Elizabeth Warren announces a plan to end student debt and make higher education affordable for all. Now, I was a big fan of Bernie Sanders’ tuition free public college plan and still am. It’s a very progressive policy proposal and, while I have chided Bernie and his friends for claiming falsely that all advanced industrial nations except the U. S. have such a plan, I was and remain enthusiastic about it. (Many nations do have tuition-free higher education and most make higher education far more affordable than the U.S. does, but it’s not as sweeping as Bernie alleges.) But even then I said that this policy only helped future students and their families and didn’t help at all with current student debt. In 2016, Warren was already pushing for all student debts to be re-financed at 0% interest, which would save tons and relieve millions of people.
This plan goes further than either Bernie’s tuition-free college or Warren’s own previous debt-relief plan, while incorporating the best of both previous policies. The new Warren Plan includes:
- Cancels most existing student debt:
All students and families making $100 thousand or less per year would be eligible to cancel up to $50,000.
Students and families making between $100 thousand and $250 thousand per year would be able to cancel $1 for every $3 spent on a sliding scale of income, e.g., those making $130 thousnd could cancel $40,000 in student debt.
All told this would cancel up to 95% of all student loan debt and would cost the federal government about $640 billion, but would help up to 45 million people currently burdened by student debt.
- As with Bernie Sanders’ plan, all public 2 year and 4 year colleges/universities would be tuition free in a federal/state partnership.
- For-Profit colleges would no longer be eligible for any form of federal aid, including military aid.

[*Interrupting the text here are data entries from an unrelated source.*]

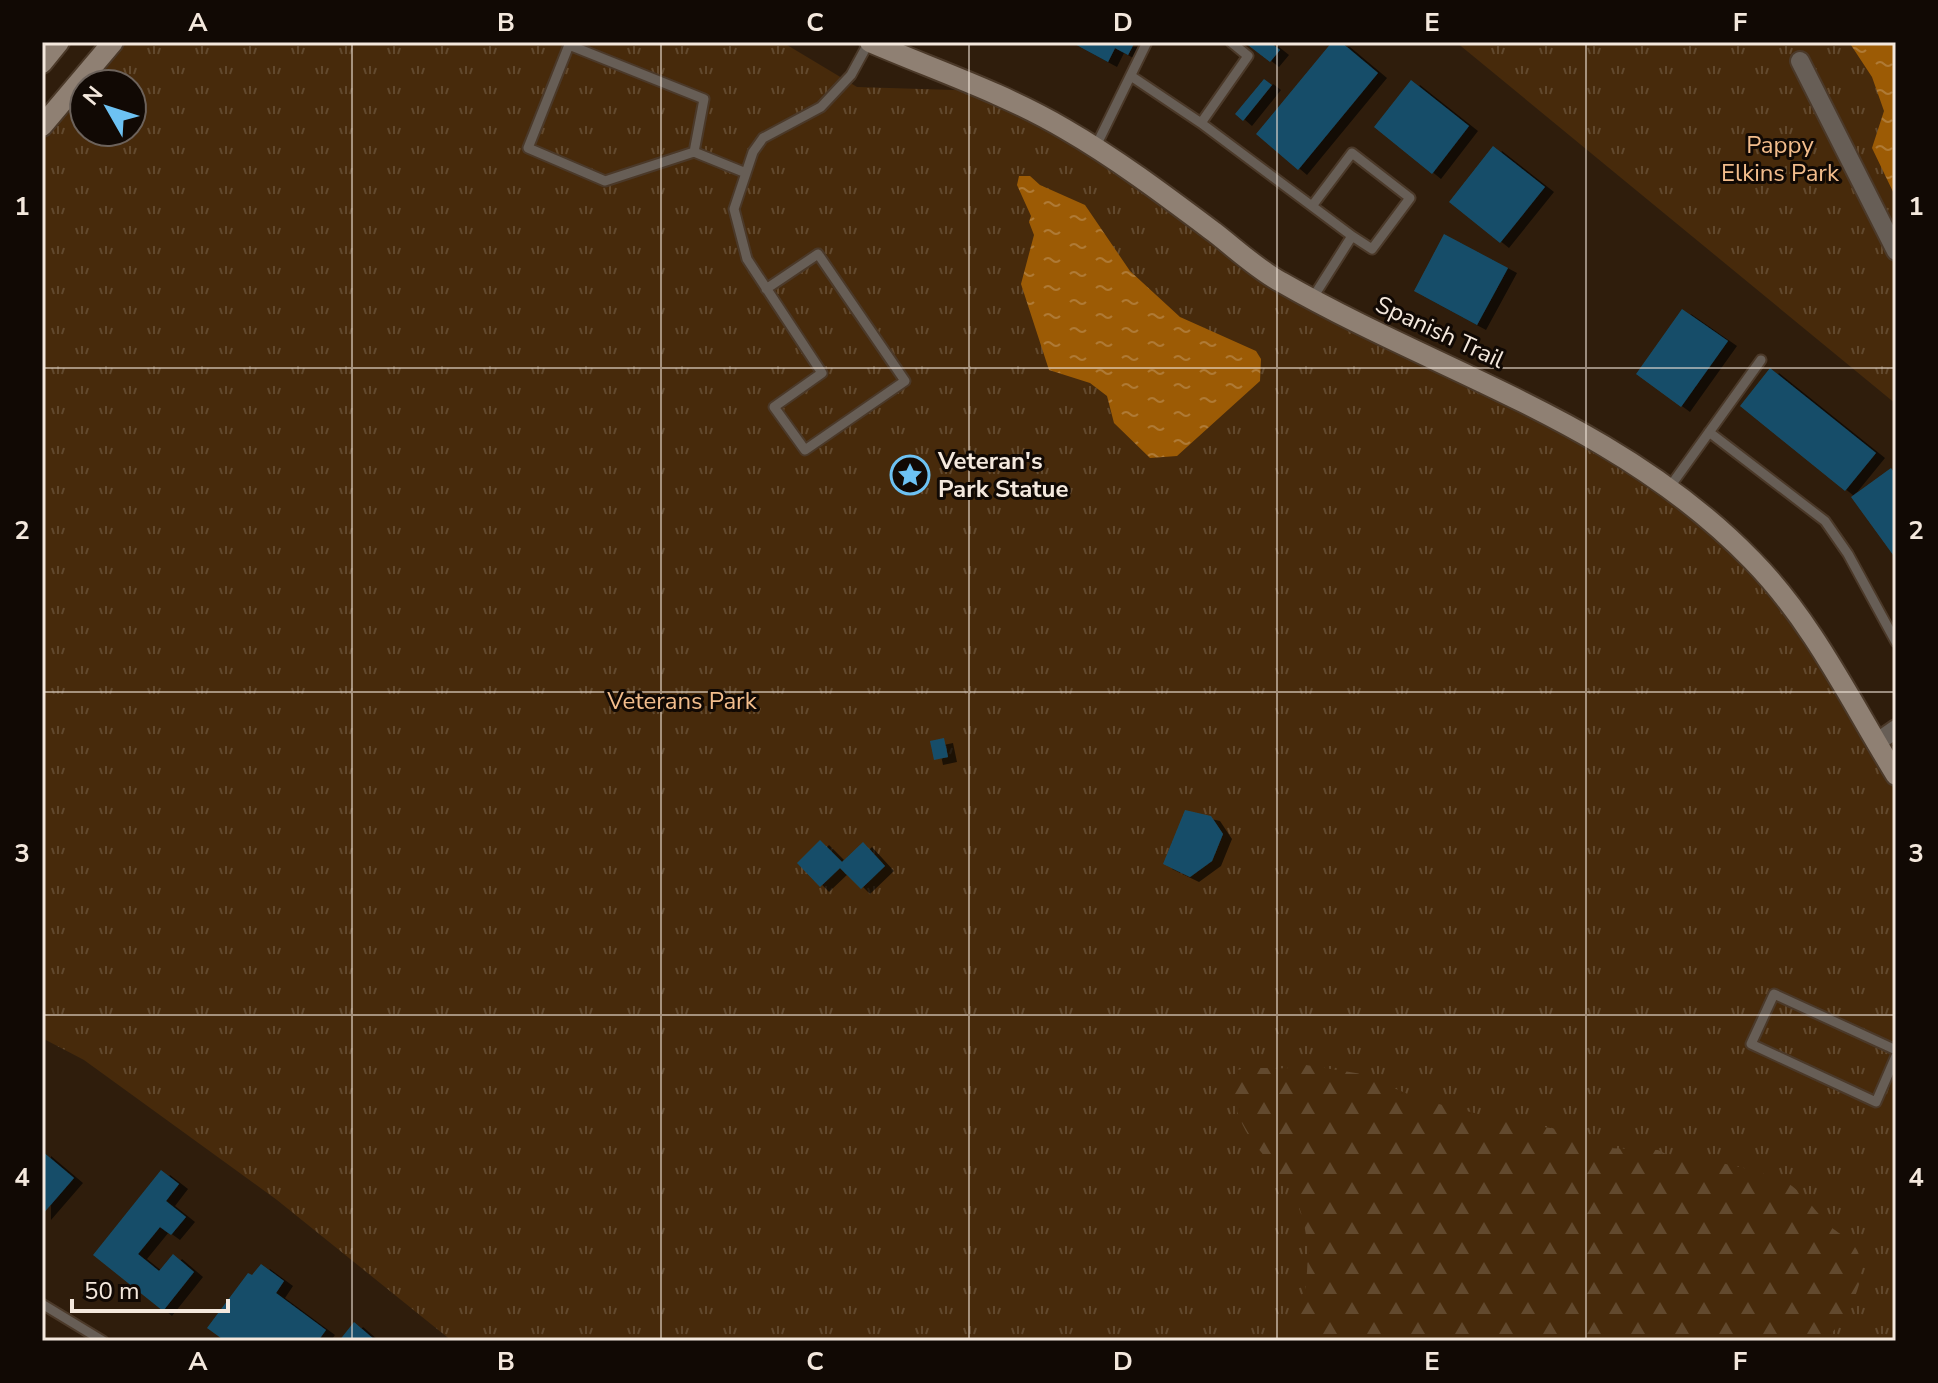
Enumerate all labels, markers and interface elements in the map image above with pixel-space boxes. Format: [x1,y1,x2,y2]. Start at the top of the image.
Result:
text: A [188,5,208,40]
text: B [497,5,515,40]
text: C [806,5,824,40]
text: D [1113,5,1133,40]
text: E [1424,5,1440,40]
text: F [1733,5,1747,40]
north arrow [68,68,148,148]
text: N [76,80,110,112]
park label: Pappy Elkins Park [1721,129,1840,189]
text: 1 [14,189,30,224]
text: 1 [1908,189,1924,224]
street label: Spanish Trail [1370,288,1510,376]
place label: Veteran's Park Statue [937,445,1068,505]
place icon: Veteran's Park Statue [889,454,931,496]
text: 2 [14,513,30,548]
text: 2 [1908,513,1924,548]
park label: Veterans Park [606,685,758,717]
text: 3 [14,836,30,871]
text: 3 [1908,836,1924,871]
text: 4 [14,1160,30,1195]
text: 4 [1908,1160,1924,1195]
scale bar [72,1263,228,1313]
text: 50 m [84,1275,140,1307]
text: A [188,1344,208,1379]
text: B [497,1344,515,1379]
text: C [806,1344,824,1379]
text: D [1113,1344,1133,1379]
text: E [1424,1344,1440,1379]
text: F [1733,1344,1747,1379]

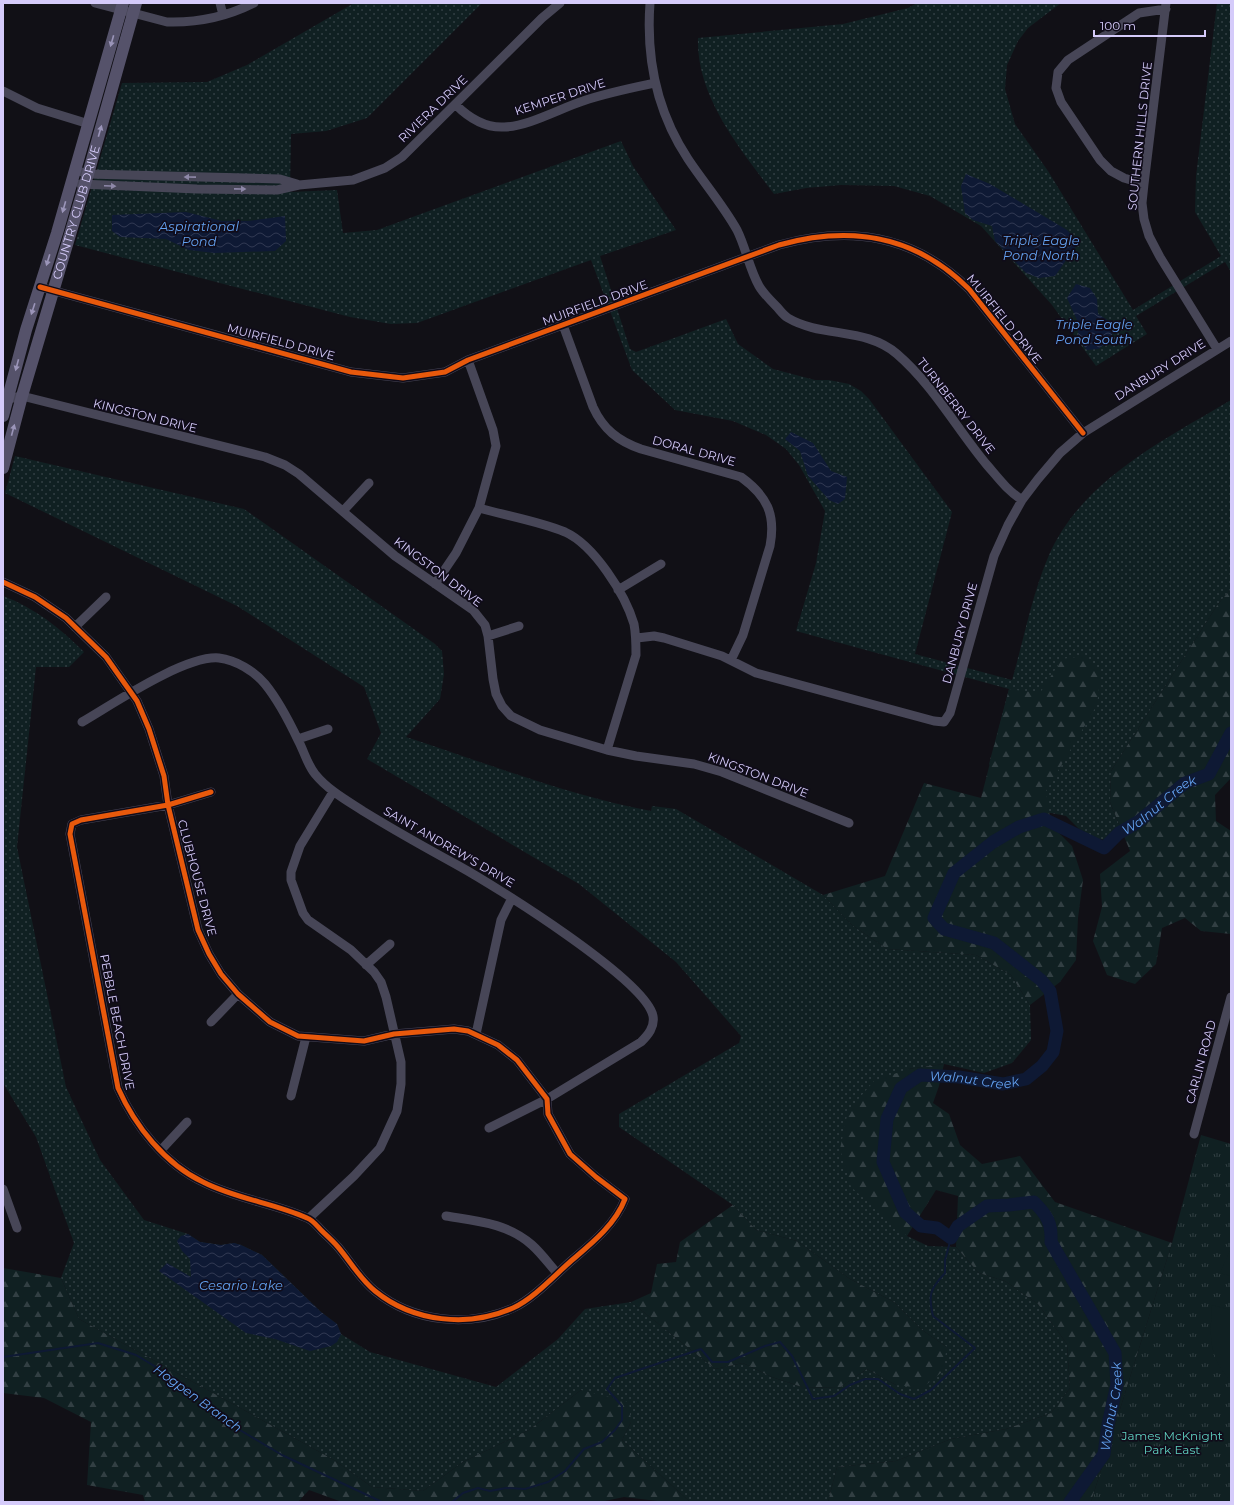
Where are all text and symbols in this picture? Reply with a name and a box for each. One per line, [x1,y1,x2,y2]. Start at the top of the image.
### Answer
scale bar [1094,12,1205,38]
text: 100 m [1100,18,1136,33]
one-way arrow [109,35,115,47]
street label: SOUTHERN HILLS DRIVE [1124,61,1155,211]
street label: RIVIERA DRIVE [395,72,470,146]
street label: KEMPER DRIVE [513,75,607,118]
one-way arrow [98,125,104,137]
street label: COUNTRY CLUB DRIVE [49,143,103,281]
one-way arrow [183,174,196,180]
one-way arrow [104,182,116,189]
one-way arrow [234,186,247,192]
one-way arrow [61,202,67,214]
water label: Aspirational Pond [158,218,239,249]
water label: Triple Eagle Pond North [1002,232,1080,263]
one-way arrow [45,255,51,267]
street label: MUIRFIELD DRIVE [964,271,1045,367]
street label: MUIRFIELD DRIVE [540,277,650,329]
one-way arrow [30,303,36,315]
water label: Triple Eagle Pond South [1055,316,1133,347]
street label: MUIRFIELD DRIVE [226,320,337,363]
street label: DANBURY DRIVE [1112,336,1208,404]
street label: TURNBERRY DRIVE [914,355,999,457]
one-way arrow [13,358,19,371]
street label: KINGSTON DRIVE [92,395,199,436]
one-way arrow [10,424,16,436]
street label: DORAL DRIVE [651,432,737,469]
street label: KINGSTON DRIVE [391,534,485,610]
street label: DANBURY DRIVE [939,581,980,685]
street label: KINGSTON DRIVE [706,748,811,801]
water label: Walnut Creek [1119,771,1199,838]
street label: SAINT ANDREW'S DRIVE [381,803,517,890]
street label: CLUBHOUSE DRIVE [175,818,220,938]
street label: PEBBLE BEACH DRIVE [97,953,138,1091]
street label: CARLIN ROAD [1182,1018,1219,1105]
water label: Walnut Creek [929,1068,1022,1092]
water label: Cesario Lake [199,1277,283,1293]
water label: Walnut Creek [1097,1360,1125,1452]
water label: Hogpen Branch [151,1361,245,1435]
park label: James McKnight Park East [1120,1428,1223,1457]

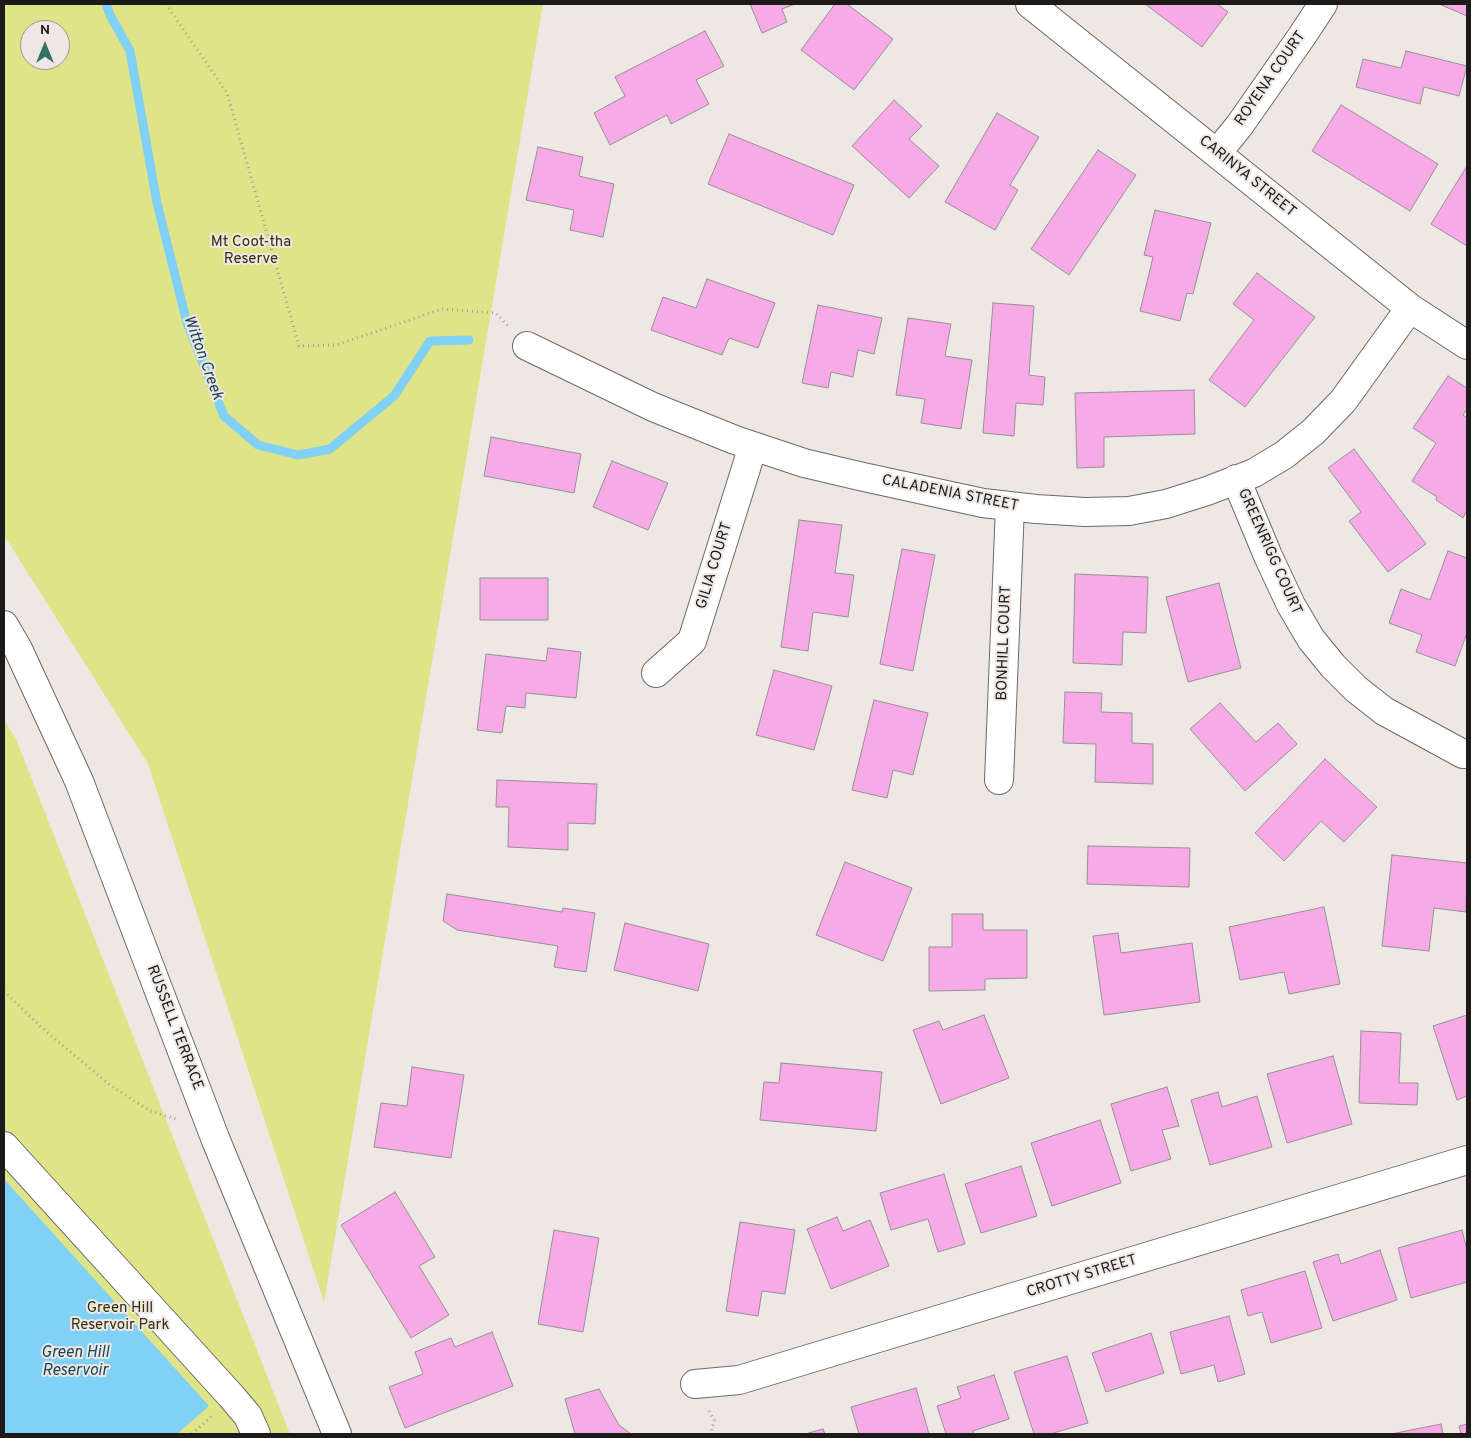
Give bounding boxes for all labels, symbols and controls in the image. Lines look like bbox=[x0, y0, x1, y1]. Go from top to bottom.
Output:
north arrow bbox=[20, 20, 70, 70]
text: N bbox=[40, 22, 50, 39]
street label: ROYENA COURT bbox=[1232, 28, 1310, 130]
street label: CARINYA STREET bbox=[1195, 132, 1299, 222]
park label: Mt Coot-tha Reserve bbox=[211, 234, 291, 269]
water label: Witton Creek bbox=[178, 313, 226, 403]
street label: CALADENIA STREET bbox=[880, 472, 1020, 516]
street label: GREENRIGG COURT bbox=[1233, 486, 1305, 618]
street label: GILIA COURT bbox=[693, 520, 737, 612]
street label: BONHILL COURT bbox=[994, 585, 1016, 701]
street label: RUSSELL TERRACE bbox=[142, 963, 206, 1093]
street label: CROTTY STREET bbox=[1025, 1252, 1139, 1302]
park label: Green Hill Reservoir Park bbox=[71, 1300, 169, 1335]
water label: Green Hill Reservoir bbox=[41, 1344, 109, 1382]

That’s huge since these for-profit schools prey on the poor and on military veterans and give them huge debts for often-worthless degrees—when their students even graduate.
- Pell Grants would be expanded in terms of both eligibility and funding to cover non-tuition costs and to help students who attend private colleges and universities.
- Future federal student loans would be at 0% interest so that the federal government does not profit off of students and their families.
- Warren’s plan creates a $50 billion fund for Historic Black Colleges and Universities (HCBUs) and minority-serving institutions to ensure that per-student spending at these institutions is comparable to other institutions of higher education in their areas. This is specifically aimed at making sure our higher education system better addresses the needs of communities of color.
- Additional federal funds would be available to states whose public colleges and universities show “substantial improvement in enrollment and graduation rates for lower-income students and students of color.”
- Public colleges and universities would be forbidden from considering citizenship status or criminal history in admissions decisions.
- Public colleges and universities would be required to have annual audits to check enrollment and graduation rates for lower income students and students of color.
- The entire plan costs the federal government approx. $1.25 trillion over 10 years, to be paid for by Warren’s proposed wealth tax.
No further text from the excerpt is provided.